-- WHAT TO WORK ON --
Filter the entries for the word "Homecenter". Copy each line that has it.

-- GIVEN DATA --

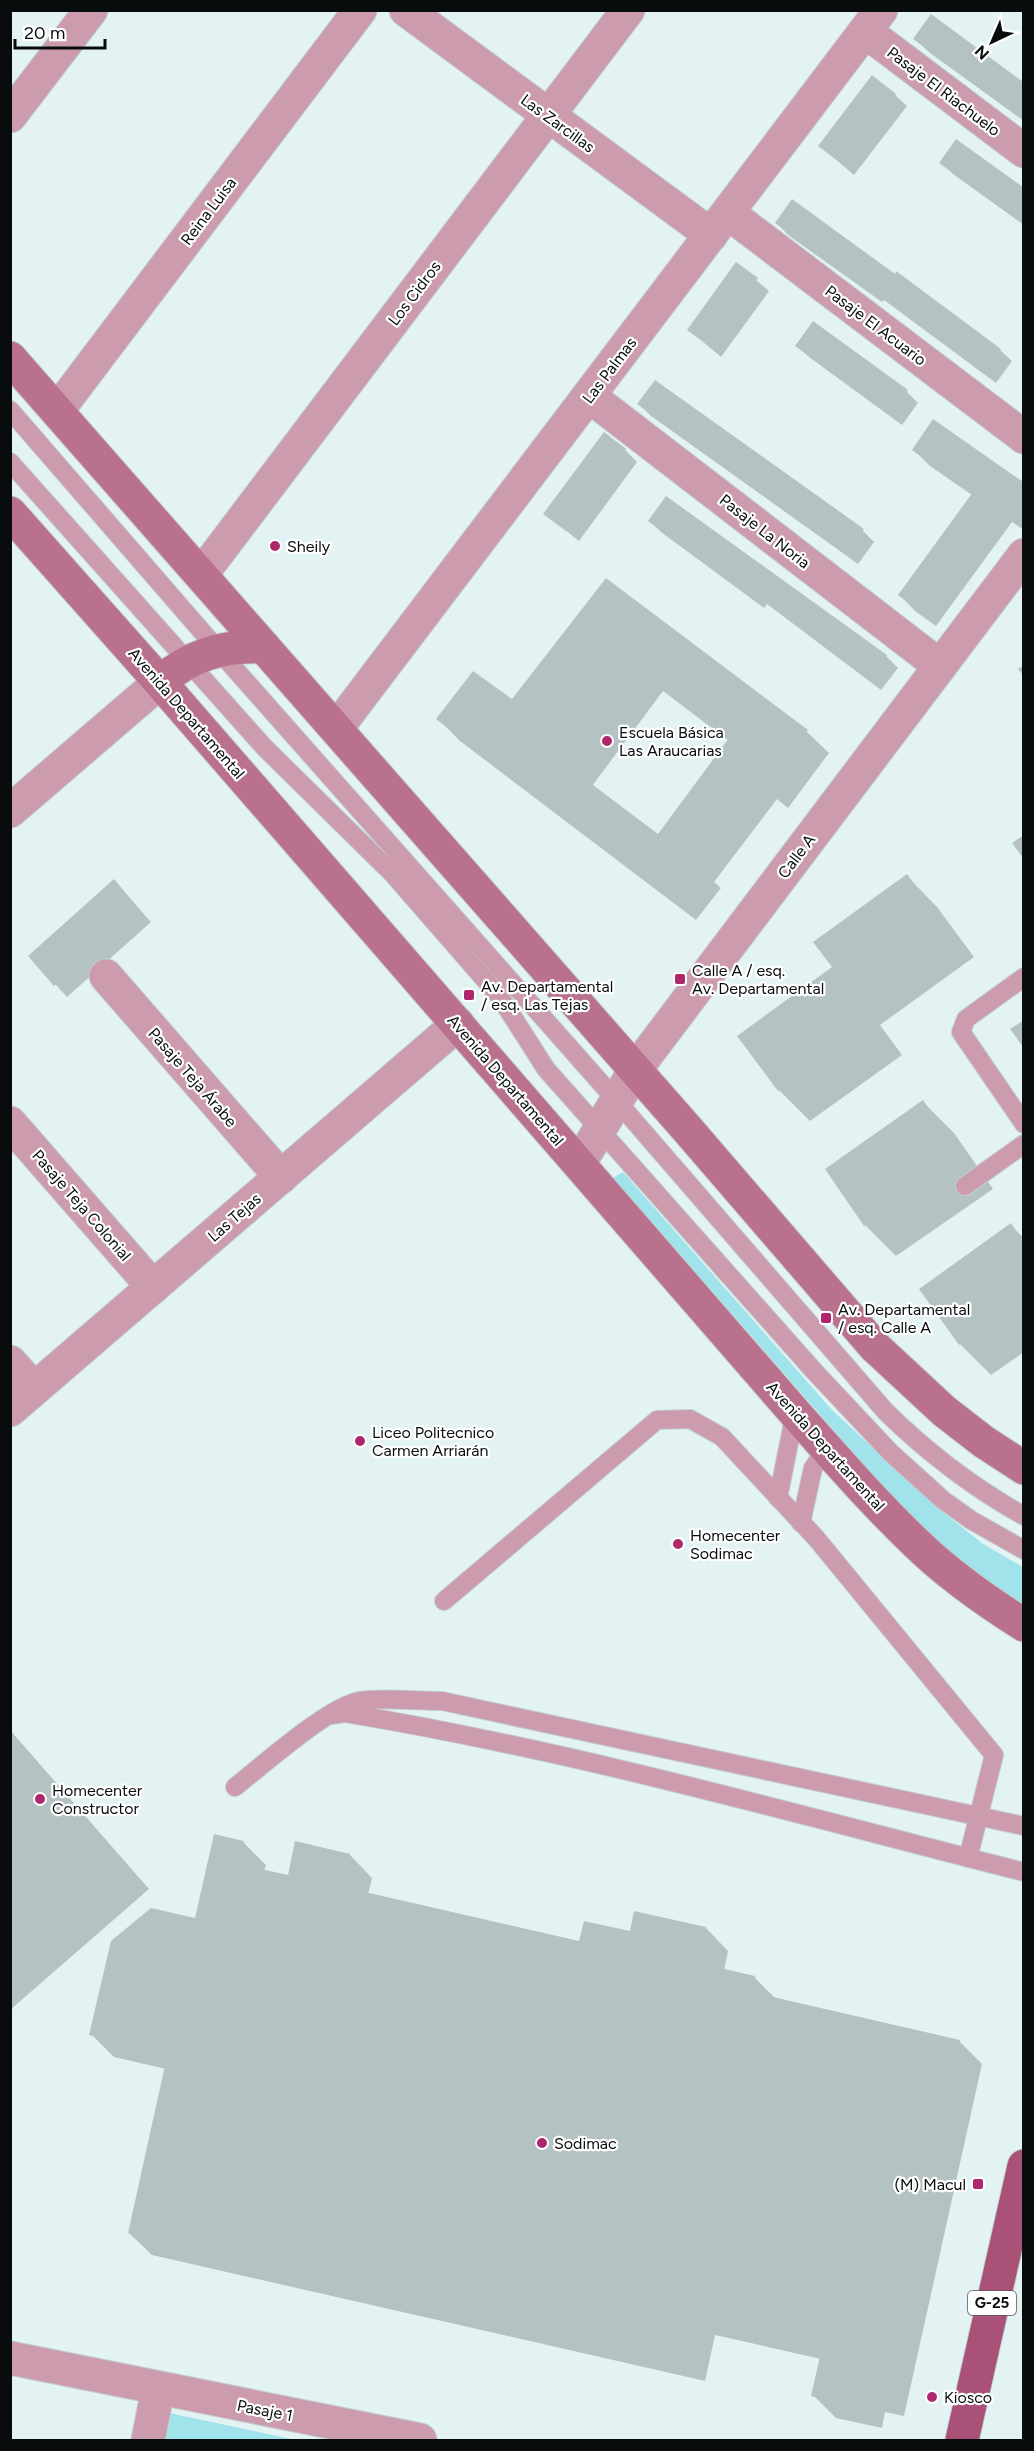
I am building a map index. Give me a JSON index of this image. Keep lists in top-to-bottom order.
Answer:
{
  "streets": {
    "main road": ["Avenida Departamental", "G-25"],
    "street": [
      "Pasaje El Riachuelo",
      "Las Zarcillas",
      "Reina Luisa",
      "Los Cidros",
      "Pasaje El Acuario",
      "Las Palmas",
      "Pasaje La Noria",
      "Calle A",
      "Pasaje Teja Árabe",
      "Pasaje Teja Colonial",
      "Las Tejas",
      "Pasaje 1"
    ]
  },
  "crossings": [
    ["Pasaje El Riachuelo", "Las Palmas"],
    ["Las Zarcillas", "Los Cidros"],
    ["Las Zarcillas", "Pasaje El Acuario"],
    ["Las Zarcillas", "Las Palmas"],
    ["Pasaje El Acuario", "Las Palmas"],
    ["Las Palmas", "Pasaje La Noria"],
    ["Pasaje La Noria", "Calle A"],
    ["Avenida Departamental", "Calle A"],
    ["Avenida Departamental", "Las Tejas"],
    ["Pasaje Teja Árabe", "Las Tejas"],
    ["Pasaje Teja Colonial", "Las Tejas"]
  ],
  "places": {
    "other": [
      "Sheily",
      "Escuela Básica Las Araucarias",
      "Liceo Politecnico Carmen Arriarán",
      "Homecenter Sodimac",
      "Homecenter Constructor",
      "Sodimac",
      "Kiosco"
    ],
    "transit": [
      "Calle A / esq. Av. Departamental",
      "Av. Departamental / esq. Las Tejas",
      "Av. Departamental / esq. Calle A",
      "(M) Macul"
    ]
  },
  "scale_bar": "20 m",
  "north": "bottom left"
}
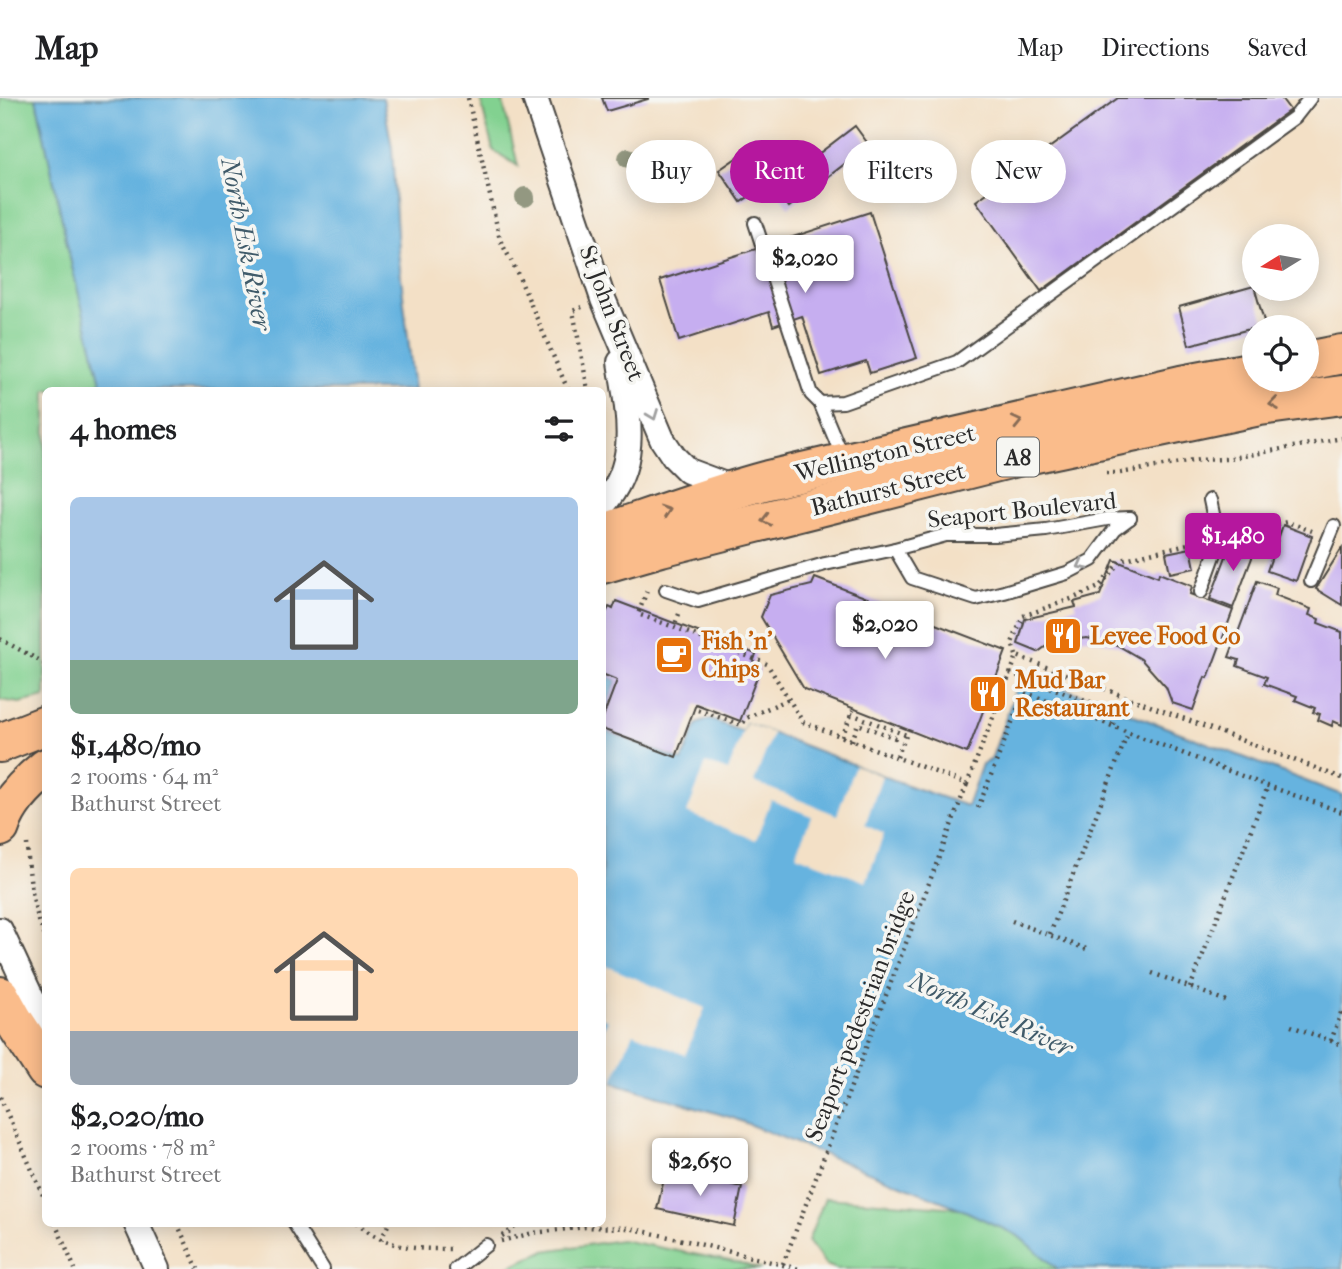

-- OUTPUT FOR THIS TASK --
      "Homecenter Sodimac",
      "Homecenter Constructor",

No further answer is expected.